Out of the data below, copy every line with the string "river".

* _The input_
+---+

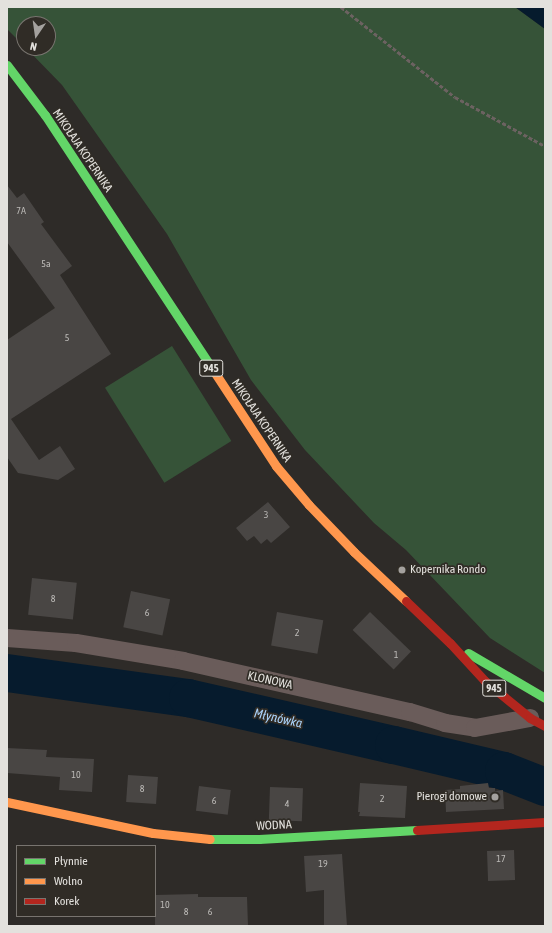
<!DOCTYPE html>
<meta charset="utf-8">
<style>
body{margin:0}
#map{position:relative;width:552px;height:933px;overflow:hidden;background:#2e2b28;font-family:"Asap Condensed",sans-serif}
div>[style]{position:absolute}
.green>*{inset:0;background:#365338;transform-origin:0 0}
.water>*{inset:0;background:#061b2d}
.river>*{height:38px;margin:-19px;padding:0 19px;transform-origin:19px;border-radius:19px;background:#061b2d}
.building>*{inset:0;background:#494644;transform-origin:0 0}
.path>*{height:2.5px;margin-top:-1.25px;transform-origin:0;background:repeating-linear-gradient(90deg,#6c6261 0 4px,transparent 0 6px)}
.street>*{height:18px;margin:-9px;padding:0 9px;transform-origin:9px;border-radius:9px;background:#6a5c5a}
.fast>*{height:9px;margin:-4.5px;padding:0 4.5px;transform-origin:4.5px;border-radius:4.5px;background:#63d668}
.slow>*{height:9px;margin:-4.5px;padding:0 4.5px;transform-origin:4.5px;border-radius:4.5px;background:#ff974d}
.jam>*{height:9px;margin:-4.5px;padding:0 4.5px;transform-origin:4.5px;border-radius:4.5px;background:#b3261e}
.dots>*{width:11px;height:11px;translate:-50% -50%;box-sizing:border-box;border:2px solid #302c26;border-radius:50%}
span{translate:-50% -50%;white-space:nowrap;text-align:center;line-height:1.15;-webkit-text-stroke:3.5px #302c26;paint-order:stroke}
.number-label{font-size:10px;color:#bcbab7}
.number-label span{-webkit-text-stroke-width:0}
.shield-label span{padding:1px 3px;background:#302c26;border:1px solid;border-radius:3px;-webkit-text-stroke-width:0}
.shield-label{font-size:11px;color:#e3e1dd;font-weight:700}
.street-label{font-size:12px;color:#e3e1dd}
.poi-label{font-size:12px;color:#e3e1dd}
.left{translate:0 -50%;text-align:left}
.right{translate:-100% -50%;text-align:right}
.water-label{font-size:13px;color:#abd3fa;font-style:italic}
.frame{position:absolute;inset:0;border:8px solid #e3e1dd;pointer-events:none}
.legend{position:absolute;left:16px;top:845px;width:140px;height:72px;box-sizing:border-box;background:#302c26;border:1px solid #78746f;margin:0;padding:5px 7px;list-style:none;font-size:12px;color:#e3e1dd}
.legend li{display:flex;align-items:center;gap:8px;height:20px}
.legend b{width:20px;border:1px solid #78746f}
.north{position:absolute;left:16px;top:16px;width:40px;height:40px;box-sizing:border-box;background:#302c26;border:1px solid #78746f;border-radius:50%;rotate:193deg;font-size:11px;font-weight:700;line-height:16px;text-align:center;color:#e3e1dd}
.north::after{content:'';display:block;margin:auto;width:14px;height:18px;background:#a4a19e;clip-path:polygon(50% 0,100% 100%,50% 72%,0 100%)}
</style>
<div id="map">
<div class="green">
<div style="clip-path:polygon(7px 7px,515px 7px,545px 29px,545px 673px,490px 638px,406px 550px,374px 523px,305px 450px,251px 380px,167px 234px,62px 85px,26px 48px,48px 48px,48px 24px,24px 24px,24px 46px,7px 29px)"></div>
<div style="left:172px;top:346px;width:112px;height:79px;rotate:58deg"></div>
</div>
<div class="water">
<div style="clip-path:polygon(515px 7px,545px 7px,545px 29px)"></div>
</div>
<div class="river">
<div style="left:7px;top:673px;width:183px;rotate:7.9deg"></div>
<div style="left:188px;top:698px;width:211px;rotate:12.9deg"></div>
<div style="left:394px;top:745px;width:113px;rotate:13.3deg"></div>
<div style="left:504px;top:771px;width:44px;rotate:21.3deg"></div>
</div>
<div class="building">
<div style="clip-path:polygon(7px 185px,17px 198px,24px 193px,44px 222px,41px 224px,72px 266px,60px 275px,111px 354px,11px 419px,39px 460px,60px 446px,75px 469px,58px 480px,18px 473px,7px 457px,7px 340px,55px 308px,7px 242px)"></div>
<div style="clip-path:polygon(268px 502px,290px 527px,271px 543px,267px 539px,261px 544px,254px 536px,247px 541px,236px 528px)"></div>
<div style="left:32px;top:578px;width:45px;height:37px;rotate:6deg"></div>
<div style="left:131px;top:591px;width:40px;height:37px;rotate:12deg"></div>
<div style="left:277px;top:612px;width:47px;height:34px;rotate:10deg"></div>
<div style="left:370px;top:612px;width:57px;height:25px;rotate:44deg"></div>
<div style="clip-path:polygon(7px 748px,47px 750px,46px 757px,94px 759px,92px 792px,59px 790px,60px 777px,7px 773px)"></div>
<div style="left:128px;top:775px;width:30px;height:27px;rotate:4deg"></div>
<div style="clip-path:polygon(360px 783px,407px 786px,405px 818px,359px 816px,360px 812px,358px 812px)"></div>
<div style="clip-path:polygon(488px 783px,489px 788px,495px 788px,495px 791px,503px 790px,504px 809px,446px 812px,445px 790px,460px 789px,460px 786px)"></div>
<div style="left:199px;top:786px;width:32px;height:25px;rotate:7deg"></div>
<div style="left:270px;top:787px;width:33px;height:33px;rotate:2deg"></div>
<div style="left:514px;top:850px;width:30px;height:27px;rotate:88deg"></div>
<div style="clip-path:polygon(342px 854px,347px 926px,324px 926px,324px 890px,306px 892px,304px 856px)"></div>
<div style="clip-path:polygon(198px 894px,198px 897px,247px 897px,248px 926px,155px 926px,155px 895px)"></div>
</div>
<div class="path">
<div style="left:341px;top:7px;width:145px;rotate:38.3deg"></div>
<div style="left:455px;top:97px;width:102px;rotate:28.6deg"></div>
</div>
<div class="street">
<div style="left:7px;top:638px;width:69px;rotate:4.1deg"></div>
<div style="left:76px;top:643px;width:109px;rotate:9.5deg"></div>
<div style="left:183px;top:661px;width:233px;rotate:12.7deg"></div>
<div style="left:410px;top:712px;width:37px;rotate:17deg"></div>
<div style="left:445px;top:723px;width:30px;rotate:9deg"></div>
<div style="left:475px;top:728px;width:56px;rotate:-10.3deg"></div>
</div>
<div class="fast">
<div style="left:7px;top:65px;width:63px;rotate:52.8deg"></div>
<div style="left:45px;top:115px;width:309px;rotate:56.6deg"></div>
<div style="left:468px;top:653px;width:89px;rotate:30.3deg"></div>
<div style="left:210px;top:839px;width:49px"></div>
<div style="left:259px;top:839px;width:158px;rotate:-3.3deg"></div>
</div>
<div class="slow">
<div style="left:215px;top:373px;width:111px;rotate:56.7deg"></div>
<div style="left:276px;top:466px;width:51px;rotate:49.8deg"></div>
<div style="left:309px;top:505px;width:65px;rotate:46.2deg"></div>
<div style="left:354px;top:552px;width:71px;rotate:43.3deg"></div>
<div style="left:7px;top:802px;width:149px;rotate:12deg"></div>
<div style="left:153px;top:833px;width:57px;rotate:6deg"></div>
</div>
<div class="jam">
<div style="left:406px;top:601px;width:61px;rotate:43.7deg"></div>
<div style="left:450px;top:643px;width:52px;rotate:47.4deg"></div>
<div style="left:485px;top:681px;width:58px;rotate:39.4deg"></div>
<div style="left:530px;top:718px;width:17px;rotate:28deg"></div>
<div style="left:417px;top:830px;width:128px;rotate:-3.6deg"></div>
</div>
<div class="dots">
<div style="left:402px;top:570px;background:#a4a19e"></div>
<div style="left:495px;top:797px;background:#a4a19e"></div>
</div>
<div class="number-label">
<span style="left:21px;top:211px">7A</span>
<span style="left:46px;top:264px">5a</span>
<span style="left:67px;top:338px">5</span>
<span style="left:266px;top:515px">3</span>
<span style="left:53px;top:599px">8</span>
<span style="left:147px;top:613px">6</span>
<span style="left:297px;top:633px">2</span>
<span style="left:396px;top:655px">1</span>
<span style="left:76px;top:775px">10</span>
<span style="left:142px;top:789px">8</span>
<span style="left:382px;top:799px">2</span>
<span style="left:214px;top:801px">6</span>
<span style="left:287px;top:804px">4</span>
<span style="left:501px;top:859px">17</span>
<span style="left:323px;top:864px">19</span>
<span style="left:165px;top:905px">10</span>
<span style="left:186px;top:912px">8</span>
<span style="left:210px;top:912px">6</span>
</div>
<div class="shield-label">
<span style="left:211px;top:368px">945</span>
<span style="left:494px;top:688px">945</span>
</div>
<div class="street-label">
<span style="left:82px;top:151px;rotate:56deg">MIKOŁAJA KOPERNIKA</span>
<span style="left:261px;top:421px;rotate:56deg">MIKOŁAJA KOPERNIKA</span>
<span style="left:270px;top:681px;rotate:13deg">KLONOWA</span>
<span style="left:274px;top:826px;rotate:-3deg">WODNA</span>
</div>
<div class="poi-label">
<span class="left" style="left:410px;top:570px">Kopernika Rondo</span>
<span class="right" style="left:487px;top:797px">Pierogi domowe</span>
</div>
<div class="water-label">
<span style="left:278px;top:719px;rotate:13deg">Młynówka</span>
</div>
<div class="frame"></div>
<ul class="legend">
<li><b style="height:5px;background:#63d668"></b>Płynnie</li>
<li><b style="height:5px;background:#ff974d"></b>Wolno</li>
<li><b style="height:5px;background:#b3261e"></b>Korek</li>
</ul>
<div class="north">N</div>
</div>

+---+

* _Exercise result_
.river>*{height:38px;margin:-19px;padding:0 19px;transform-origin:19px;border-radius:19px;background:#061b2d}
<div class="river">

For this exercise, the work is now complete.